PD continues to be a difficult surgery even 100 years after its inception by Dr Walter Kausch and its modification by Dr. Allen Oldfather Whipple. With improvement of surgical techniques, though the mortality rate dropped, the morbidity still remained on higher side. Delayed gastric emptying, wound infection, post-pancreatectomy hemorrhage, postoperative pancreatic fistula (POPF), intra-abdominal abscess are amongst the common and serious complications following PD. Pancreatic anastomosis leak causing POPF still remains the leading cause of morbidity following PD even in specialized centers.[5, 6, 7] The main hurdle to manage POPF was lack of standardized and universally accepted definition until 2004 when 37 pancreatic surgeons from 15 countries formed International Study Group of Pancreatic Fistula (ISGPF) and purposed a definition for POPF. According to ISGPF, POPF was defined as measurable fluid output on or after postoperative day 3, with amylase content higher than three times the upper normal serum level. [8] It was revised in 2016 and divided POPF into biochemical fistula and clinically relevant fistula. [9]
The risk factors of POPF following PD can be various like etiologies for surgery, pancreatic parenchymal texture, duct diameter, surgical techniques, blood loss, high BMI. In regards to etiologies, PD done for pancreatic adenocarcinoma has a low risk for fistula formation in comparison to ampullary, duodenal, distal cholangiocarcinoma.[10,11,12,13] Risk of POPF increased many fold in patients with hard pancreas and small pancreatic duct diameter < (2-3) mm. [10,14,15]
Depending upon timing of its presentation, Veillette et al divided POPF into overt and occult fistula. Overt fistulas are defined by their evidence within first post-operative week and causes major morbidity and mortality. Occult fistulas are those which are not manifested in the initial post-operative period but subsequently resulted in intra-abdominal collection, abscess formation, hemorrhage and death. In their series, there were 13 occult fistulas. They also found that occult fistulas were responsible for repeated hospital admissions but there was no difference between them in relation to intervention, reoperation or mortality. But the occult fistulas in their study presented within 90 days of surgery. [16]
So, delayed presentation of POPF is a rare presentation which is rarer after PD and is only limited to individual case reports.[17] There are few case reports of delayed POPF after splenectomy.[18,19] Though the cause of delayed presentation of fistula is yet to be established, there are various plausible explanations.

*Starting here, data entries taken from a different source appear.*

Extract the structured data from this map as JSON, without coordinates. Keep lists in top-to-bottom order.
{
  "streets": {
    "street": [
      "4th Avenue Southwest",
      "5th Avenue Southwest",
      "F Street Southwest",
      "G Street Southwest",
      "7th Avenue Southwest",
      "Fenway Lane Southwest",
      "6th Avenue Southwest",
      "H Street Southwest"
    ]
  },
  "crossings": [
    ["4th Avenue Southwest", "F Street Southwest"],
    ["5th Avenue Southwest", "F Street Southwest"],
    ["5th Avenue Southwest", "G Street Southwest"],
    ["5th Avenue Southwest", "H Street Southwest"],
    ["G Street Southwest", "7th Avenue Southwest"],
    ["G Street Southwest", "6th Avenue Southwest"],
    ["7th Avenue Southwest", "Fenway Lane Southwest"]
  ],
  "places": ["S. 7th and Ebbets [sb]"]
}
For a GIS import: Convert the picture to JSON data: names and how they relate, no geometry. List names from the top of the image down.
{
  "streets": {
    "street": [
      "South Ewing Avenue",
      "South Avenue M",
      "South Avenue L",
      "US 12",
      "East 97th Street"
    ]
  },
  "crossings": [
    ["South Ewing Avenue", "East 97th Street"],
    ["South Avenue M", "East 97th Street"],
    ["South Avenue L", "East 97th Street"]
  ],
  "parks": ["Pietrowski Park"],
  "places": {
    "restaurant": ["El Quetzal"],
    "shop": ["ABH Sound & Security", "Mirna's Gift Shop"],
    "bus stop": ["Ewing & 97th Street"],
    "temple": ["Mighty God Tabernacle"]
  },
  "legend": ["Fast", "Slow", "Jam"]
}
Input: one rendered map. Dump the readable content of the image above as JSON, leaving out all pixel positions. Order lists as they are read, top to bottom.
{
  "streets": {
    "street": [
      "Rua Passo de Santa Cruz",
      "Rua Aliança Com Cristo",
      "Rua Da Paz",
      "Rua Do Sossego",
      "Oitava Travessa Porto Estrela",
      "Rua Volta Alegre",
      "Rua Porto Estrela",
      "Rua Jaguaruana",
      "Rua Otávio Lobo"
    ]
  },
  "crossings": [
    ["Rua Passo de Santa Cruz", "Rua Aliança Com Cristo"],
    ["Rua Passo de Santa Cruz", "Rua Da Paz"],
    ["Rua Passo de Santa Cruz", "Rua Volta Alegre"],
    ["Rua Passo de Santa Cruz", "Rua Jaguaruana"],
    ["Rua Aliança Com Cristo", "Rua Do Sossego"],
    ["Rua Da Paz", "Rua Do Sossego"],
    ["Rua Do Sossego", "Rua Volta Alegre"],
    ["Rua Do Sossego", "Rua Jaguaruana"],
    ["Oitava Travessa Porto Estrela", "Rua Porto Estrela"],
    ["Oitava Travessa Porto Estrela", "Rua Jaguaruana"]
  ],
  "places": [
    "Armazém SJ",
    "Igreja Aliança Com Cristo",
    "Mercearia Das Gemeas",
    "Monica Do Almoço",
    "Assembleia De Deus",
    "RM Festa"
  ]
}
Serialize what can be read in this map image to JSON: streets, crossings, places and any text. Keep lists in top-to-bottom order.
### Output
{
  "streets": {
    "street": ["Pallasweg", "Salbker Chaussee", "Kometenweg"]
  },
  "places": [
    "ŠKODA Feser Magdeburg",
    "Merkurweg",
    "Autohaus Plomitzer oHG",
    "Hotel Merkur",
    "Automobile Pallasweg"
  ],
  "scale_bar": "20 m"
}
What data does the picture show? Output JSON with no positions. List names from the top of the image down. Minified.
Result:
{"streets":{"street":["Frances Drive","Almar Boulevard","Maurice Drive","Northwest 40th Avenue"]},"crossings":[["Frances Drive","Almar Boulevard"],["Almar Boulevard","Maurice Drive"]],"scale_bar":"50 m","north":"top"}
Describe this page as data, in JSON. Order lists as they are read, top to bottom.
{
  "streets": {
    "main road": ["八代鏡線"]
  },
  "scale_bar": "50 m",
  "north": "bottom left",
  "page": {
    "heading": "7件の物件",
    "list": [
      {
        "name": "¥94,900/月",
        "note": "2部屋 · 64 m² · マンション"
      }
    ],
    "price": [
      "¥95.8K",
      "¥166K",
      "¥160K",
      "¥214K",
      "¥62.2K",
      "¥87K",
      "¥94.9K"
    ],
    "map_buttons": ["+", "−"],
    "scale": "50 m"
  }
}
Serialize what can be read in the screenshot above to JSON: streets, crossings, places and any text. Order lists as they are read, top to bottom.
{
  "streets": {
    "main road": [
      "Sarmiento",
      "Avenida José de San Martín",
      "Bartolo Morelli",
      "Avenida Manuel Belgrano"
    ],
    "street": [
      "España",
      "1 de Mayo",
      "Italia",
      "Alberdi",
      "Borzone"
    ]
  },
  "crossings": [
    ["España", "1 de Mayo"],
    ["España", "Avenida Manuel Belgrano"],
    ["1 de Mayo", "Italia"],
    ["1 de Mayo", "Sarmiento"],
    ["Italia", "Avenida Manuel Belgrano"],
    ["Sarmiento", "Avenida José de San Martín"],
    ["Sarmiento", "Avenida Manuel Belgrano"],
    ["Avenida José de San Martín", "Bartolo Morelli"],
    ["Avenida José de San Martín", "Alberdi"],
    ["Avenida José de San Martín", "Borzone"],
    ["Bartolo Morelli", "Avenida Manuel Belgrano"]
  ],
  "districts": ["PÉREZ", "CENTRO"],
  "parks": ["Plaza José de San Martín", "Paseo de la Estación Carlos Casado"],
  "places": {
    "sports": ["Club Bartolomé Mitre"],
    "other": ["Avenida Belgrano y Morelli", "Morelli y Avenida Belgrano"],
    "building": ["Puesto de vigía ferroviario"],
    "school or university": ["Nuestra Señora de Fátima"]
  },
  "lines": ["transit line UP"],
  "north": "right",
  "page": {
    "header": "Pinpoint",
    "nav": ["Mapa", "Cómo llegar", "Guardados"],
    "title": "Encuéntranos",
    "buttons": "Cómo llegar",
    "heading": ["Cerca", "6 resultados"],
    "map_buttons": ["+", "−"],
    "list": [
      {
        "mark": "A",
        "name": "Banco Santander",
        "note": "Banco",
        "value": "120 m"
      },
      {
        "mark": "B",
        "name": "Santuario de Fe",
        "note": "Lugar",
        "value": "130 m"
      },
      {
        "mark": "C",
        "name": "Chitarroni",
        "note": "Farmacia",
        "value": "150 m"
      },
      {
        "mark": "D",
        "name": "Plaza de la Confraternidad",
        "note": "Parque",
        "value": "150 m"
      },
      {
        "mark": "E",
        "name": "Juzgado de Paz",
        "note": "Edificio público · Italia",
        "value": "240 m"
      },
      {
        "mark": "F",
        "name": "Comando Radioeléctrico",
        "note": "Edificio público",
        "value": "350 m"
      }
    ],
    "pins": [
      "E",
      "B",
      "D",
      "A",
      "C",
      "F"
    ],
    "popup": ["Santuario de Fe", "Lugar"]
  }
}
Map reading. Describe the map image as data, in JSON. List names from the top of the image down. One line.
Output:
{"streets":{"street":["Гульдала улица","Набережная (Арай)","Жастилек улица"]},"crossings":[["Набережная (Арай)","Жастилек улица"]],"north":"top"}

Pancreatic duct obstruction, recurrent pancreatitis, ischemia and fibrosis may lead to anastomotic disruption causing delayed POPF.[20] Pancreatojejunal anastomotic site stricture secondary to chemotherapy for pancreatic carcinoma may be another explanation.[21] Smoking which creates a thrombogenic environment along with its vasoconstrictive property may be another factor responsible for delayed POPF.[22] Small amount of initial leakage which often goes unnoticed may be aggravated by infection causing delayed fistula is another theory behind POPF. Gray zone between POPF and post-operative collections was described by Barreto et al. They proposed drains failing to drain properly due to blockage, displaced or misplaced drains and vascular factors may be responsible for delayed presentation of POPF.[23] In this case, though her immediate post-operative drain fluid amylase levels were normal ruling out an overt fistula, she presented with collections after receiving chemotherapy which may be the cause of delayed POPF by causing pancretojejunal anastomotic stricture.
Due to its rarity, the exact time duration of its presentation from index surgery is yet to be elucidated. Veillette et al in their series found all occult fistulas presented within 90 days of index surgery.[16] In a case report by Faraj et al, the duration was 7 years which is by far the longest interval reported in literature.[20] Ito et al reported a gap of 1 year and it was 8 months by Perez et al. In our case, patient presented to us after 6 months of index surgery. [24, 3]
Management of this unique condition may range from percutaneous drainage, endoscopic stenting of anastomotic stricture to redo of the anastomosis. [3, 20, 24] Patient was managed with antibiotics and percutaneous drainage in our case.
A delayed pancreatic fistula after PD is a rare complication and is limited to only individual case reports. This is the fourth case report on delayed POPF in literature to our best of knowledge. A little is known about its etiopathogenesis and few plausible explanations are available regarding the same without any concrete evidence. Few management options are available in the form of percutaneous drainage, stenting of anastomotic stricture and redoing the anastomosis. Though this study provides a different prospective to the existing literature about the delayed presentation of pancreatic fistula, a case series involving large number of patients is required to establish its etiopathogenesis and management.